In November of 2005, Amgen brought a declaratory judgment action against F. Hoffman-La Roche Ltd, Roche Diagnostics GMBH, and Hoffman-La Roche Inc. (“Roche”) in the United States District Court for the District of Massachusetts, alleging that Roche’s product, MIRCERA(r), would infringe Amgen’s five patents if imported into the United States. Roche responded with affirmative defenses and counterclaims that Amgen’s asserted patents were invalid and not infringed.

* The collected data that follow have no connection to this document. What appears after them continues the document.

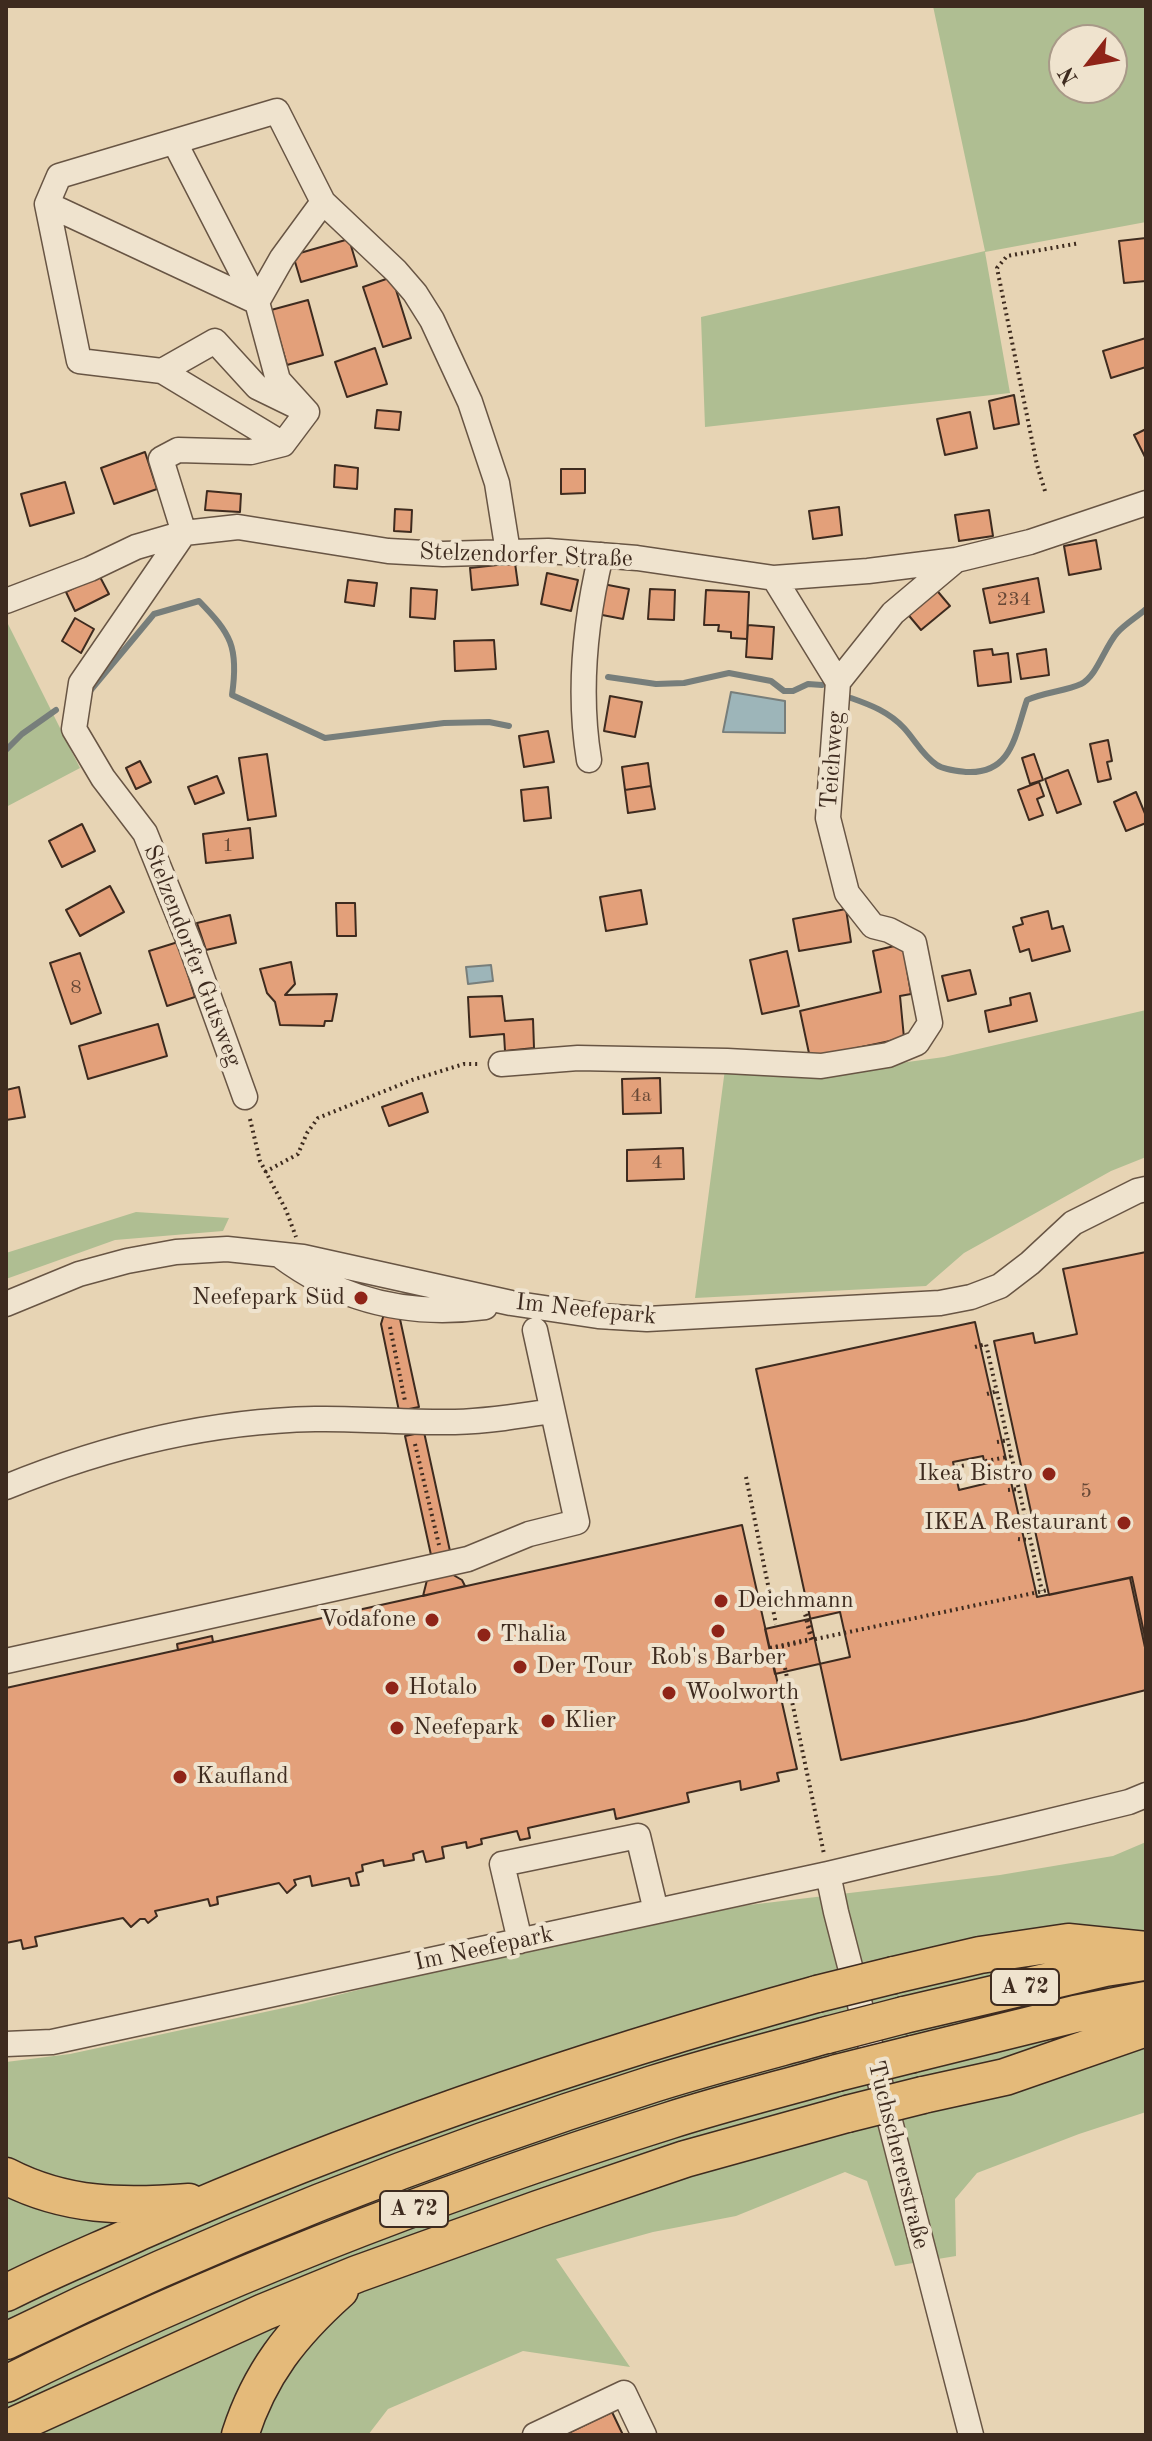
<!DOCTYPE html>
<html>
<head>
<meta charset="utf-8">
<style>
	body { margin:0 }
	#map { position:relative; width:1152px; height:2441px; overflow:hidden; background:#e7d4b4; font-family:"Old Standard TT",serif }
	canvas { display:block }
	.frame { position:absolute; inset:0; border:8px solid #3e2b1f; pointer-events:none }
	.north { position:absolute; left:1048px; top:24px; width:80px; height:80px; box-sizing:border-box; background:#efe3ce; border:2px solid #a89988; border-radius:50%; rotate:239deg; font-size:22px; font-weight:700; line-height:32px; text-align:center; color:#3e2b1f }
	.north::after { content:''; display:block; margin:auto; width:28px; height:36px; background:#8f2418; clip-path:polygon(50% 0,100% 100%,50% 72%,0 100%) }
</style>
</head>
<body>
<div id="map">
<canvas width="1152" height="2441"></canvas>
<div class="frame"></div>
<div class="north">N</div>
</div>
<script>
const ctx = document.querySelector('canvas').getContext('2d');
ctx.lineJoin = 'round';
function paint(path, color) { ctx.fillStyle = color; ctx.fill(path, 'evenodd'); }
function stroke(path, color, width, dash) { ctx.strokeStyle = color; ctx.lineWidth = width; ctx.lineCap = dash ? 'butt' : 'round'; ctx.setLineDash(dash || []); ctx.stroke(path); }
function label(font, color, halo, rows, align = 'center') {
  ctx.font = font + ' "Old Standard TT",serif'; ctx.lineWidth = 8; ctx.setLineDash([]); ctx.textBaseline = 'middle'; ctx.strokeStyle = halo; ctx.fillStyle = color; for (const [text, x, y, turn = 0] of rows) {
    ctx.save(); ctx.translate(x, y); ctx.rotate((+turn || 0) * Math.PI / 180); ctx.textAlign = isNaN(turn) ? turn : align; if (halo) ctx.strokeText(text, 0, 0); ctx.fillText(text, 0, 0); ctx.restore();
  }
}
const green = new Path2D(`
	M933 6H1146V222L985 252 1010 393 705 427 701 317 985 251ZM1064 40H1112V88H1064Z
	M6 620 80 768 6 807Z
	M1146 1010V1157L1111 1171 964 1253 926 1286 695 1298 725 1069 813 1075 944 1057Z
	M136 1212 229 1218 223 1231 115 1240 6 1279V1253Z
	M1146 1842V2112L1079 2134 977 2173 955 2199 956 2256 895 2266 867 2181 845 2172 736 2216 653 2232 556 2259 630 2367 523 2351 388 2409 368 2435H6V2062L70 2054 302 2004 557 1940 749 1905 1000 1875 1113 1856Z`);
const water = new Path2D(`
	M731 692 785 701V733L723 732Z
	M491 965 493 981 468 984 466 967Z`);
const stream = new Path2D(`
	M608 677 656 684 684 683 729 673 771 681 784 691H793L808 684 822 685
	M90 691 154 614 199 601C231 634 239 647 232 695L325 738 444 723 489 722 509 726
	M851 698C871 705 889 712 904 728 915 740 923 756 937 765 944 770 958 771 967 772 1012 774 1015 735 1027 700 1045 692 1066 691 1081 684 1097 676 1104 648 1117 633 1125 624 1137 617 1146 609
	M6 750 22 734 56 710`);
const building = new Path2D(`
	M1146 238V281L1124 283 1119 241Z
	M349 239 357 266 301 282 293 255Z
	M392 277 411 338 383 347 363 287Z
	M308 300 323 355 287 365 271 310Z
	M1146 338V367L1111 378 1103 351Z
	M375 348 387 384 347 397 335 362Z
	M1014 395 1019 424 994 429 989 401Z
	M377 410 401 412 399 430 375 428Z
	M970 412 977 448 945 455 937 419Z
	M1146 429V459L1134 435Z
	M145 452 157 489 114 504 101 468Z
	M335 465 358 468 357 489 334 487Z
	M561 469H585V493L561 494Z
	M65 482 74 513 30 526 21 494Z
	M207 491 241 494 240 512 205 510Z
	M839 507 842 535 813 539 809 511Z
	M395 509 412 510 411 532 394 531Z
	M989 510 993 536 959 541 955 515Z
	M1096 540 1101 569 1069 575 1064 546Z
	M515 563 518 585 472 590 470 568Z
	M547 573 578 580 571 611 541 604Z
	M99 575 109 594 75 611 66 592Z
	M1038 578 1044 612 990 623 983 589Z
	M348 580 377 583 374 606 345 602Z
	M603 584 629 589 623 619 597 614Z
	M934 587 950 606 921 630 905 611Z
	M411 588 437 590 435 619 410 617Z
	M650 589 675 590 674 620 648 619Z
	M706 590 749 592 747 639 731 638V632L718 631 719 625H704Z
	M75 618 94 629 81 653 62 641Z
	M748 625 774 627 772 659 746 657Z
	M494 640 496 669 455 671 454 641Z
	M992 649 993 655 1008 653 1011 682 978 686 974 651Z
	M1046 649 1049 675 1021 679 1017 654Z
	M610 696 642 702 635 737 604 731Z
	M548 731 554 762 524 767 519 736Z
	M1108 740 1112 761 1107 762 1111 779 1098 782 1090 744Z
	M267 754 276 816 248 820 239 758Z
	M1034 754 1043 780 1030 784 1022 758Z
	M140 761 151 782 136 789 126 768Z
	M648 763 651 786 625 790 622 767Z
	M1068 770 1081 804 1057 813 1045 779Z
	M217 776 224 793 195 804 188 787Z
	M1039 782 1044 796 1037 799 1043 815 1029 820 1018 790Z
	M651 786 655 809 628 813 625 790Z
	M548 787 551 818 524 821 521 790Z
	M1136 792 1146 816V823L1126 831 1114 802Z
	M82 824 95 851 62 867 49 841Z
	M250 828 253 858 206 863 203 834Z
	M110 886 124 912 80 936 66 910Z
	M641 890 647 924 606 931 600 897Z
	M336 903H355L356 936H337Z
	M846 909 851 942 799 951 793 919Z
	M1048 911 1052 929 1063 926 1070 951 1032 961 1029 949 1020 952 1013 927 1023 924 1021 918Z
	M230 915 236 943 206 950 197 923Z
	M178 942 195 997 167 1006 149 951Z
	M903 944 911 994 900 996 904 1038 810 1058 800 1011 881 992 873 951Z
	M787 951 799 1006 762 1014 750 960Z
	M80 953 101 1013 71 1024 50 963Z
	M291 962 295 984 285 995 337 994 332 1021H325L324 1026 280 1025 275 1002 267 993 260 969Z
	M970 970 976 994 948 1001 942 976Z
	M1030 993 1037 1021 989 1032 985 1011 1011 1005 1010 998Z
	M502 996 505 1021 533 1019 534 1048 505 1051 504 1034 470 1037 468 997Z
	M158 1024 167 1056 88 1079 79 1046Z
	M660 1078 661 1113 623 1114 622 1079Z
	M19 1087 25 1117 6 1120V1090Z
	M422 1093 428 1112 389 1126 382 1107Z
	M683 1148 684 1179 627 1181V1150Z
	M1146 1252V1642L1132 1577 1049 1595 994 1341 1033 1333 1035 1343 1077 1334 1063 1269Z
	M384 1314 398 1315 400 1319 419 1407 399 1411 381 1324Z
	M975 1322 1037 1597 1130 1578 1146 1652V1690L1026 1720 841 1760 756 1369Z
	M424 1432 450 1551 431 1555 405 1436Z
	M983 1456 988 1483 959 1490 953 1462Z
	M742 1525 797 1769 777 1773 779 1781 741 1790 740 1781 687 1793 689 1802 616 1819 614 1809 528 1828 530 1838 520 1840 517 1831 481 1839 482 1844 467 1848 466 1842 442 1847 444 1858 426 1862 423 1851 413 1854 414 1860 384 1866 383 1860 362 1865 363 1871 356 1873 359 1885 351 1886 349 1878 312 1886 310 1876 294 1880 296 1885 287 1893 279 1883 217 1897 218 1904 210 1906 208 1899 155 1911 157 1916 148 1923 145 1919H140L131 1927 123 1918 35 1937 37 1946 23 1949 21 1940 6 1943V1688Z
	M448 1572 462 1580 465 1586 423 1596 427 1580Z
	M840 1612 850 1657 775 1674 765 1629Z
	M212 1636 213 1642 178 1650 177 1644Z
	M612 2412 623 2435H564Z`);
const path = new Path2D(`
	M1045 491 1037 465 997 268 1007 256 1080 243
	M250 1119 260 1161 286 1210 296 1237
	M265 1172 298 1154 307 1133 318 1118 412 1080 464 1064H479
	M390 1327 405 1401
	M975 1347 986 1344 1042 1591
	M987 1394 998 1391
	M997 1442 1009 1440
	M415 1444 439 1545
	M956 1467 1012 1456
	M746 1477 776 1624
	M1008 1490 1020 1489
	M1018 1539 1030 1540
	M813 1639 805 1604 803 1605 811 1640 1048 1590
	M770 1648 810 1639
	M785 1668 824 1854`);
const minor = new Path2D(`
	M175 143 257 302 278 380 307 412
	M47 204 257 302
	M257 302 282 258 323 202
	M162 371 215 341 257 387 294 405
	M283 444 162 371 79 361 47 204 59 176 277 111 323 202 396 271 415 293 432 320 470 402 497 483 508 552
	M774 578 838 682
	M6 601 90 569 136 547 184 533 238 527 388 551 443 554 548 551 637 558 774 578 868 571 956 560 1030 542 1146 503
	M589 760C578 693 585 622 601 555
	M501 1064 578 1058 727 1061 821 1066 888 1055 917 1043 930 1023 914 943 889 930 873 926 847 893 828 818 838 682 893 613 956 560
	M245 1097 190 944 145 833 103 778 74 729 81 683 184 533 161 459 178 450 251 452 283 444 307 412
	M282 1257C343 1302 410 1317 485 1307
	M6 1304 79 1274 127 1261 176 1252 227 1249 303 1257 511 1303 598 1316 647 1319 940 1303 971 1297 1000 1286 1030 1263 1073 1223 1137 1191 1146 1189
	M6 1487C104 1447 209 1421 315 1419 362 1418 409 1423 455 1422 488 1421 520 1416 552 1411
	M6 1661 468 1559 529 1534 577 1522 535 1330
	M828 1874 836 1912 971 2435
	M520 1941 502 1864 638 1836 656 1911
	M6 2044 52 2042 828 1874 1022 1828 1129 1802 1146 1795
	M535 2435 624 2393 644 2435`);
const highway = new Path2D(`
	M894 1975 980 1955 1068 1942 1146 1950
	M904 2015 1105 1968 1144 1962
	M913 2054 1075 2014 1146 2000
	M923 2095 1005 2077 1146 2028
	M6 2176C66 2207 123 2207 189 2202
	M6 2293C51 2270 98 2251 144 2230 364 2133 586 2058 817 1994
	M6 2341C214 2239 431 2154 653 2084 710 2066 769 2051 827 2035
	M6 2384C218 2278 442 2192 668 2121 724 2103 781 2089 837 2073
	M6 2429 264 2312 357 2274 538 2209 685 2159 847 2114
	M240 2435C260 2373 292 2333 340 2290`);
const pathBridge = new Path2D(`
	M770 1649 811 1640`);
const highwayBridge = new Path2D(`
	M817 1994 894 1975
	M827 2035 904 2015
	M837 2073 913 2054
	M847 2114 923 2095`);
const markers = [
	[361,1298,8,"#8f2418"],
	[1049,1474,8,"#8f2418"],
	[1124,1523,8,"#8f2418"],
	[721,1601,8,"#8f2418"],
	[432,1620,8,"#8f2418"],
	[718,1631,8,"#8f2418"],
	[484,1635,8,"#8f2418"],
	[520,1667,8,"#8f2418"],
	[392,1688,8,"#8f2418"],
	[669,1693,8,"#8f2418"],
	[548,1721,8,"#8f2418"],
	[397,1728,8,"#8f2418"],
	[180,1777,8,"#8f2418"]
];
const numberNames = [
	["234",1014,600],
	["1",228,846],
	["8",76,988],
	["4a",641,1096],
	["4",657,1163],
	["5",1086,1492]
];
const shields = [
	[1025,1987,68],
	[414,2209,68]
];
const shieldNames = [
	["A 72",1025,1987],
	["A 72",414,2209]
];
const streetNames = [
	["Stelzendorfer Straße",526,556,2],
	["Teichweg",833,760,-86],
	["Stelzendorfer Gutsweg",192,956,69],
	["Im Neefepark",586,1310,6],
	["Im Neefepark",484,1949,-12],
	["Tuchschererstraße",898,2155,76]
];
const poiNames = [
	["Neefepark Süd",345,1298,"right"],
	["Ikea Bistro",1033,1474,"right"],
	["IKEA Restaurant",1108,1523,"right"],
	["Deichmann",737,1601],
	["Vodafone",416,1620,"right"],
	["Thalia",500,1635],
	["Rob's Barber",718,1658,"center"],
	["Der Tour",536,1667],
	["Hotalo",408,1688],
	["Woolworth",685,1693],
	["Klier",564,1721],
	["Neefepark",413,1728],
	["Kaufland",196,1777]
];
paint(green, '#afbe92');
paint(water, '#9db5b9');
stroke(water, '#777e7b', 2);
stroke(stream, '#777e7b', 6);
paint(building, '#e3a07a');
stroke(building, '#3e2b1f', 2);
stroke(minor, '#685544', 27);
stroke(highway, '#3e2b1f', 39);
stroke(path, '#3e2b1f', 4, [2, 4]);
stroke(minor, '#efe3ce', 24);
stroke(highway, '#e4ba7a', 36);
stroke(highwayBridge, '#3e2b1f', 39, []);
stroke(pathBridge, '#3e2b1f', 4, [2, 4]);
stroke(highwayBridge, '#e4ba7a', 36);
for (const [x, y, r, color] of markers) { const dot = new Path2D(); dot.arc(x, y, r, 0, 2 * Math.PI); ctx.fillStyle = color; ctx.fill(dot); stroke(dot, '#efe3ce', 3); }
label('20px', '#674836', null, numberNames);
for (const [x, y, w] of shields) { const box = new Path2D(); box.roundRect(x - w / 2, y - 18, w, 36, 6); ctx.fillStyle = '#efe3ce'; ctx.fill(box); stroke(box, '#3e2b1f', 2); }
label('bold 22px', '#3e2b1f', null, shieldNames);
label('24px', '#3e2b1f', '#efe3ce', streetNames);
label('24px', '#3e2b1f', '#efe3ce', poiNames, 'left');
</script>
</body>
</html>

In October of 2008, following rulings of summary judgment and judgment as a matter of law (“JMOL”), and a jury trial, the court entered judgment that the ’868, ’933, ’698, and ’422 patents were infringed and not invalid, and that the ’349 patent was neither invalid nor infringed. Amgen, Inc. v. F. Hoffman-La Roche Ltd., No. 05-12237-WGY, slip op. at 1–2 (D. Mass. Oct. 17, 2008) (“Final Judgment”). Accordingly, the court granted Amgen declaratory relief and permanently enjoined Roche from marketing MIRCERA(r) in the United States. Id.